=== DATA FOR ANALYSIS ===

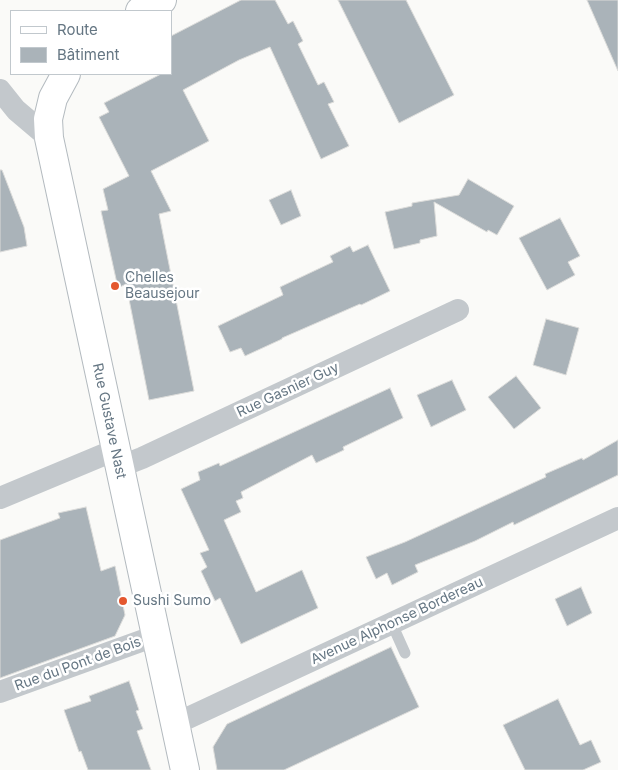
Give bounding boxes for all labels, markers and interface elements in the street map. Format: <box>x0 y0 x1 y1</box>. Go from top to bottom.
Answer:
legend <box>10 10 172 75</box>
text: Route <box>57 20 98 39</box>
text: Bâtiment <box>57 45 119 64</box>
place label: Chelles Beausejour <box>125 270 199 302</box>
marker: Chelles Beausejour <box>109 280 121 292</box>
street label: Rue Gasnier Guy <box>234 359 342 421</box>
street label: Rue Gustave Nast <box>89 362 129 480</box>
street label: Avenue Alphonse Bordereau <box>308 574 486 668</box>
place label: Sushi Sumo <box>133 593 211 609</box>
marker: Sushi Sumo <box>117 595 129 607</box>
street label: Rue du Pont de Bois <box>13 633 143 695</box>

===
=== DATA FOR ANALYSIS ===

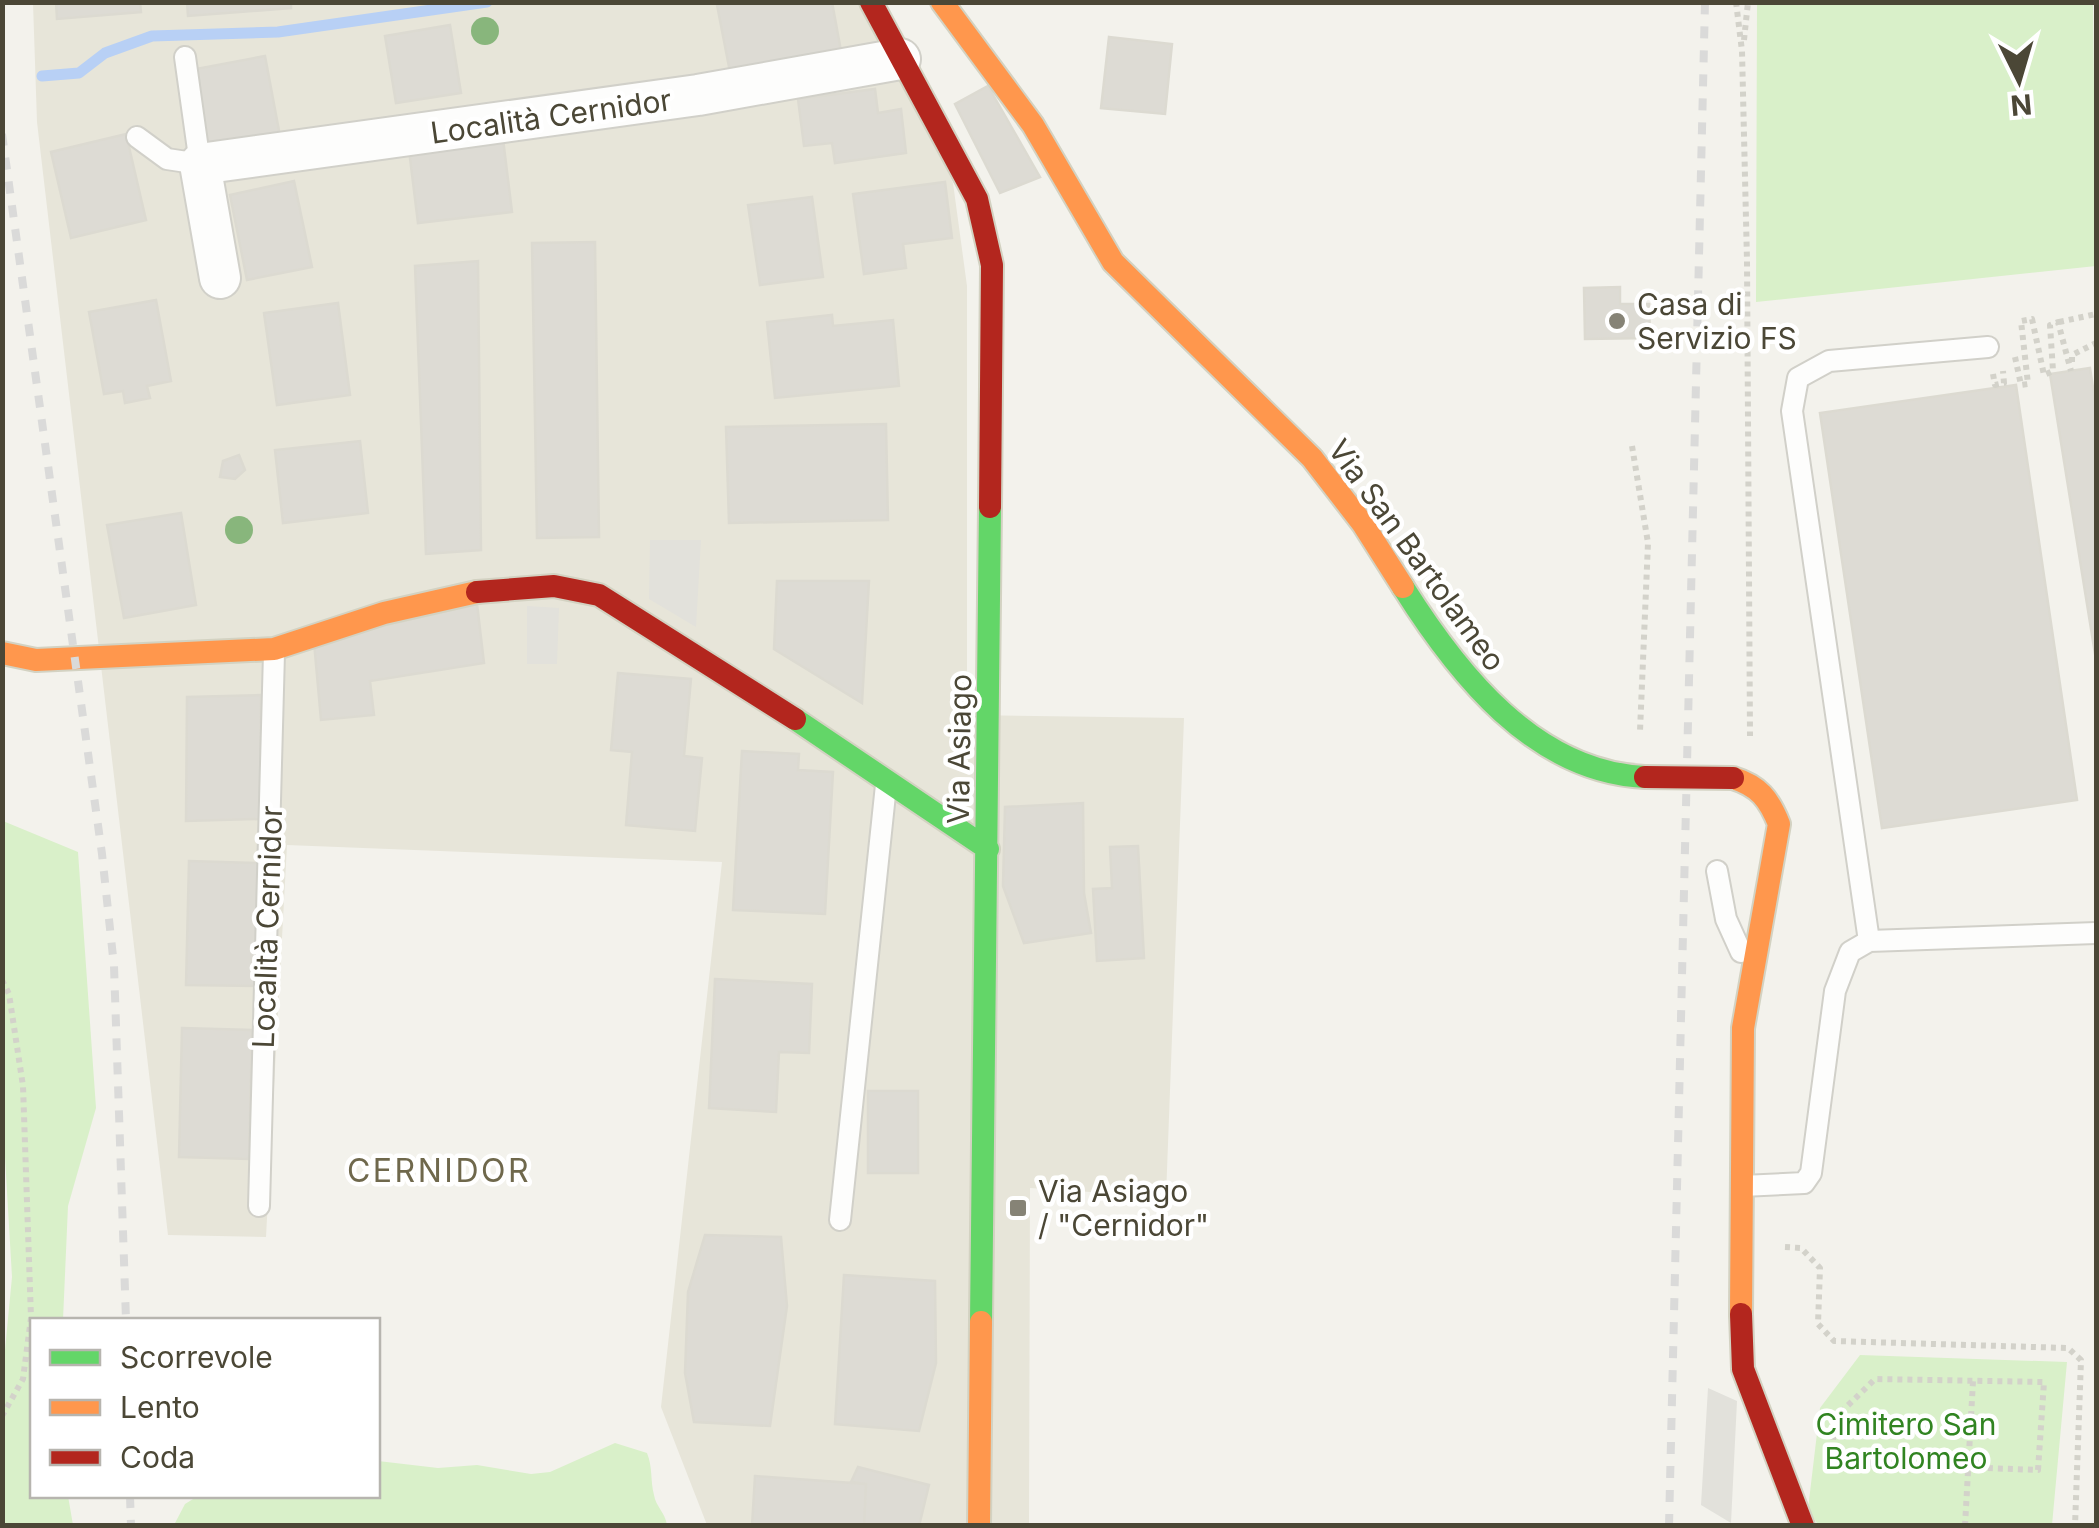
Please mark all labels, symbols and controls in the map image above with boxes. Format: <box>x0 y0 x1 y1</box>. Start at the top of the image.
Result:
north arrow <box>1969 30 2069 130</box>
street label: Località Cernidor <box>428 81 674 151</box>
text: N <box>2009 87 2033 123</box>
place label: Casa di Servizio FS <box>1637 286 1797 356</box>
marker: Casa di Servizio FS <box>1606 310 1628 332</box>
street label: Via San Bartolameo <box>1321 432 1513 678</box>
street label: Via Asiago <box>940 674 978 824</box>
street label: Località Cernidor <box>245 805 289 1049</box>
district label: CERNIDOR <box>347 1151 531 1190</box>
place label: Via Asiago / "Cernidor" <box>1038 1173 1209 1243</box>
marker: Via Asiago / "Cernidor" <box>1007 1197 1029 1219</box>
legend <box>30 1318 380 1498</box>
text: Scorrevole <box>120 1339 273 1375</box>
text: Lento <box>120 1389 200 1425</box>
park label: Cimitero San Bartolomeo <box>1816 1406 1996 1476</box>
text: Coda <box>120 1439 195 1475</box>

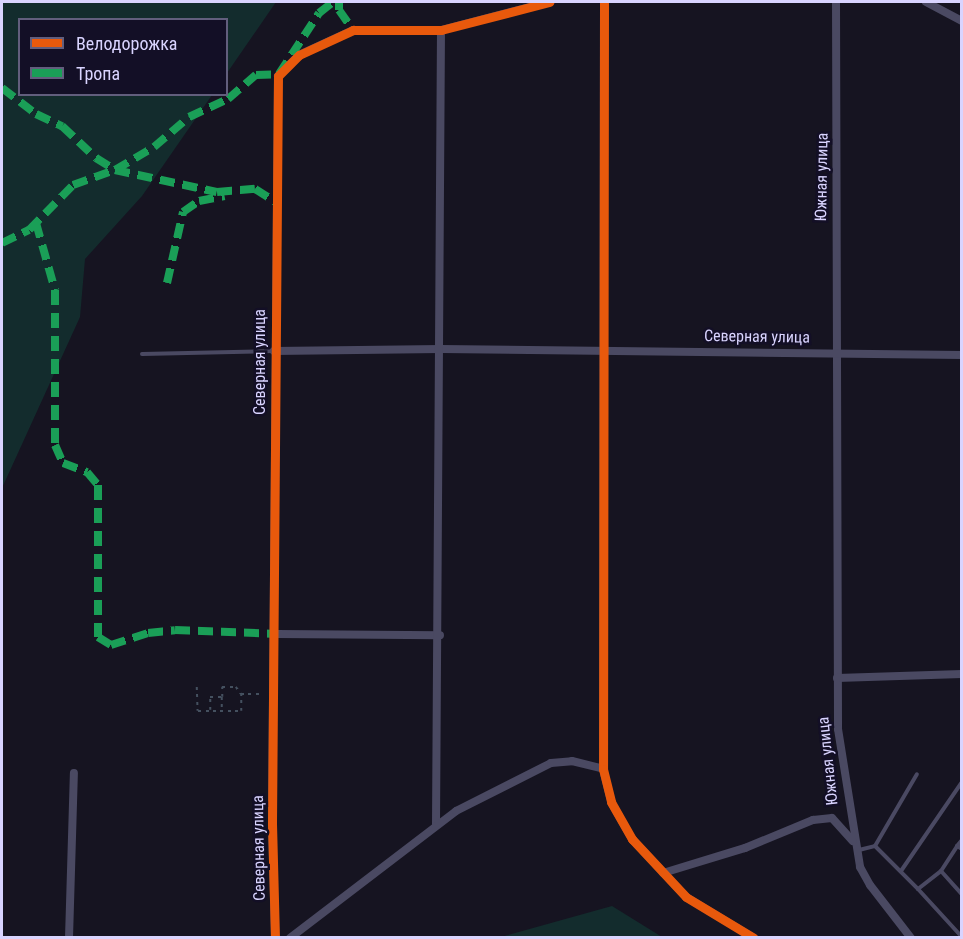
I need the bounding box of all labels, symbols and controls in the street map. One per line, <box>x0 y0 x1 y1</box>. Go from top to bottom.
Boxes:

===
=== DATA FOR ANALYSIS ===

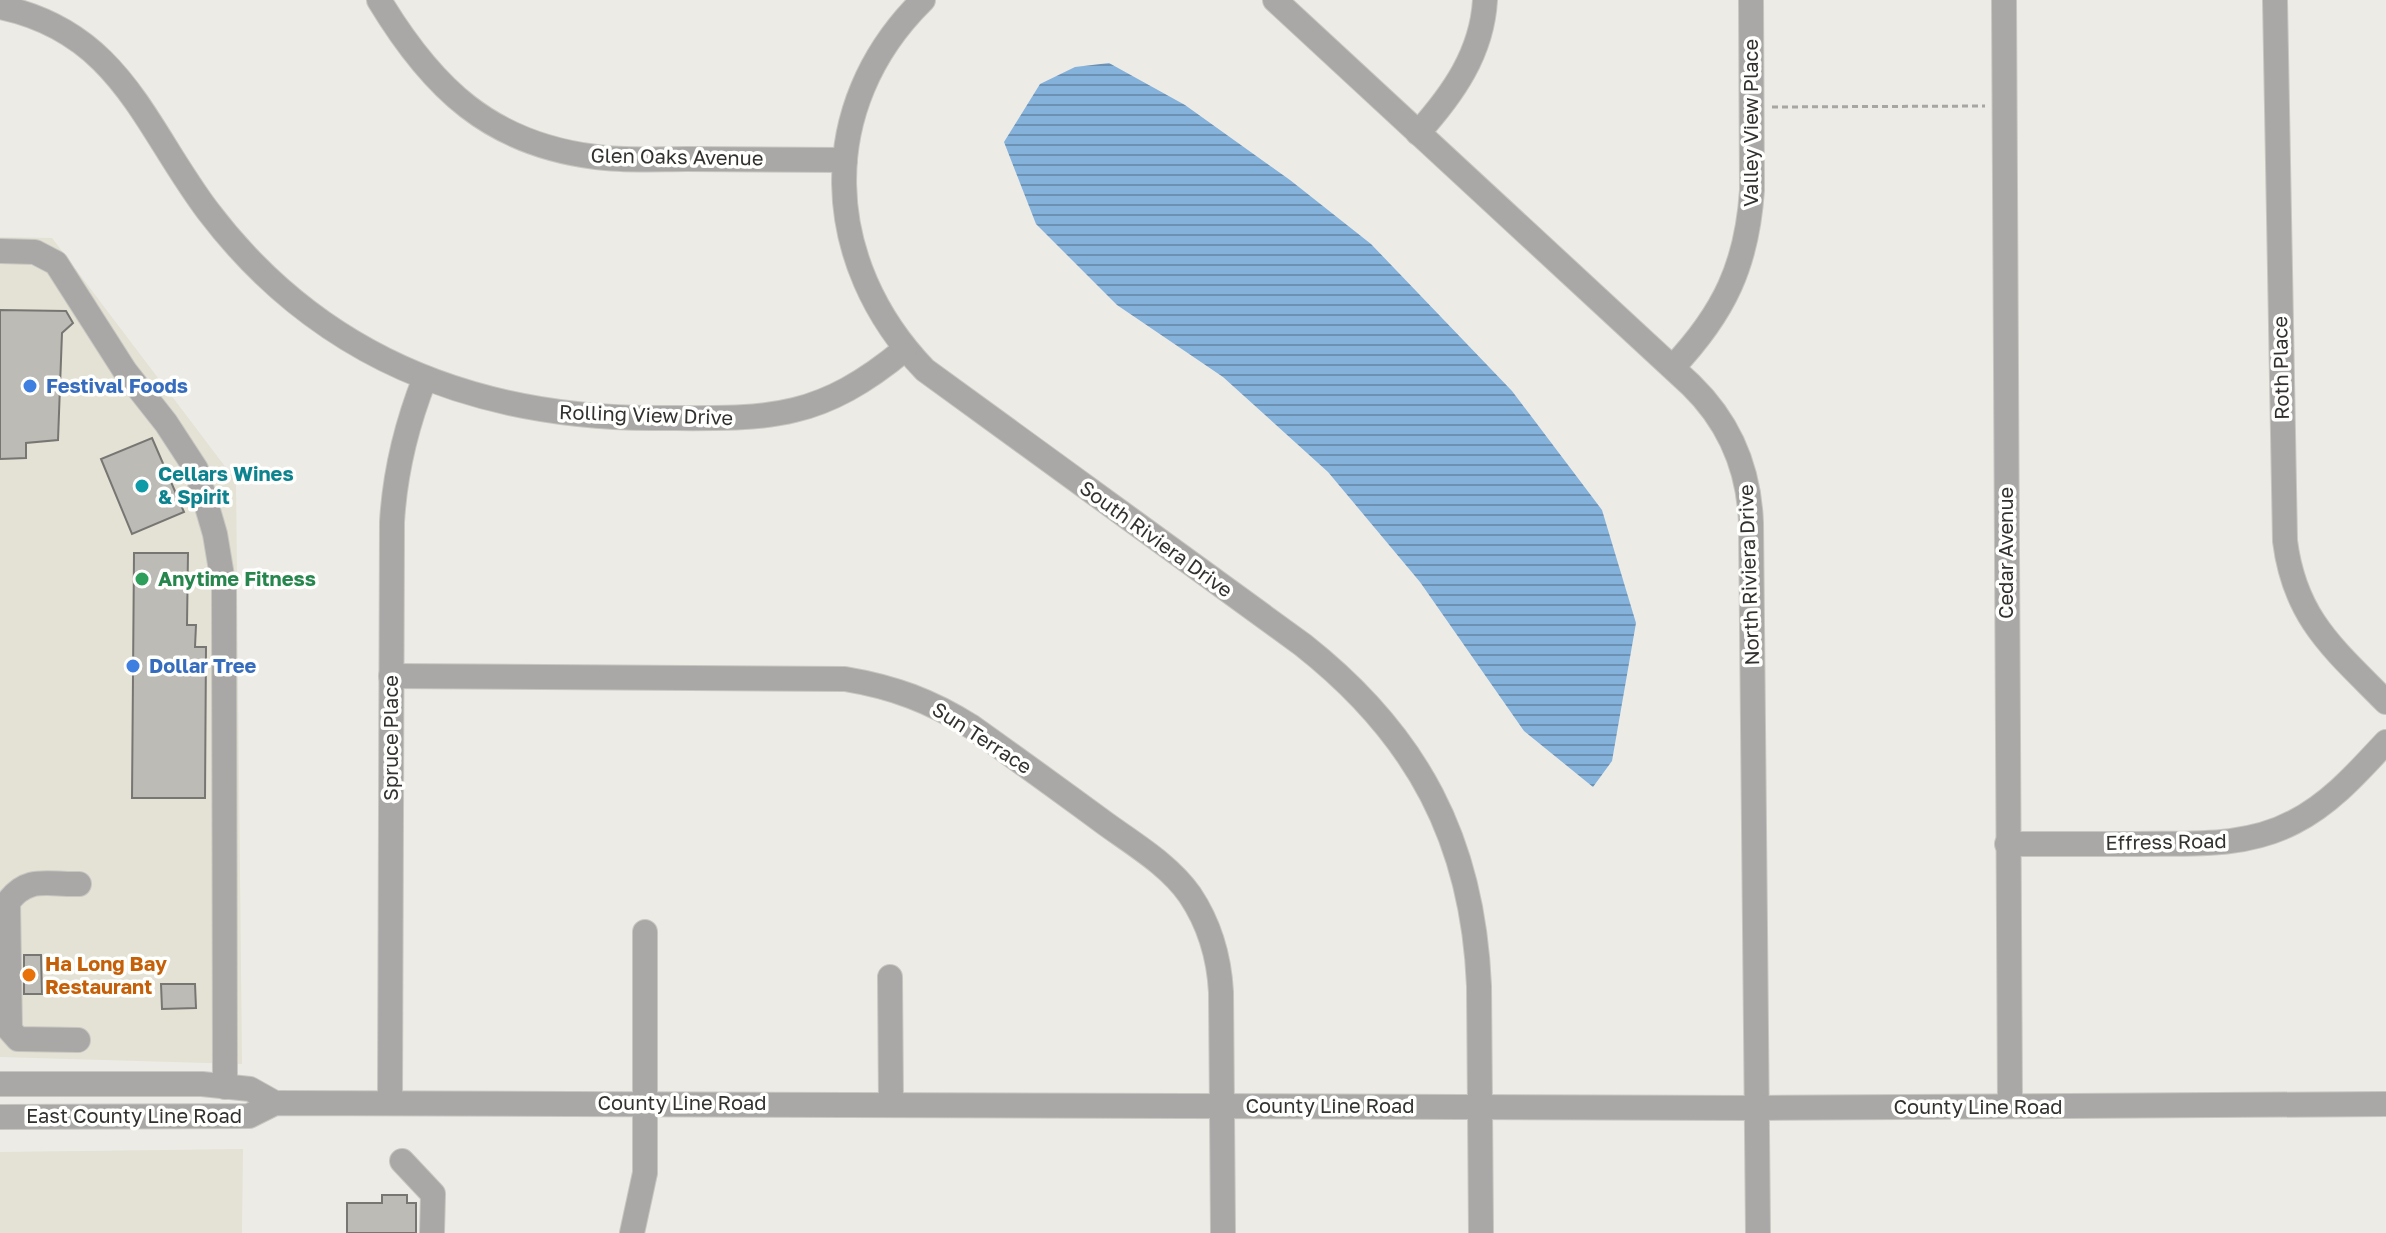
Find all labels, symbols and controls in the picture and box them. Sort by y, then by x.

===

— WHAT THIS TASK INVOLVES —
If a line in the listing contains "Format", it counts. Say how many lines count, with no other words.

— OUTPUT FOR THIS TASK —
2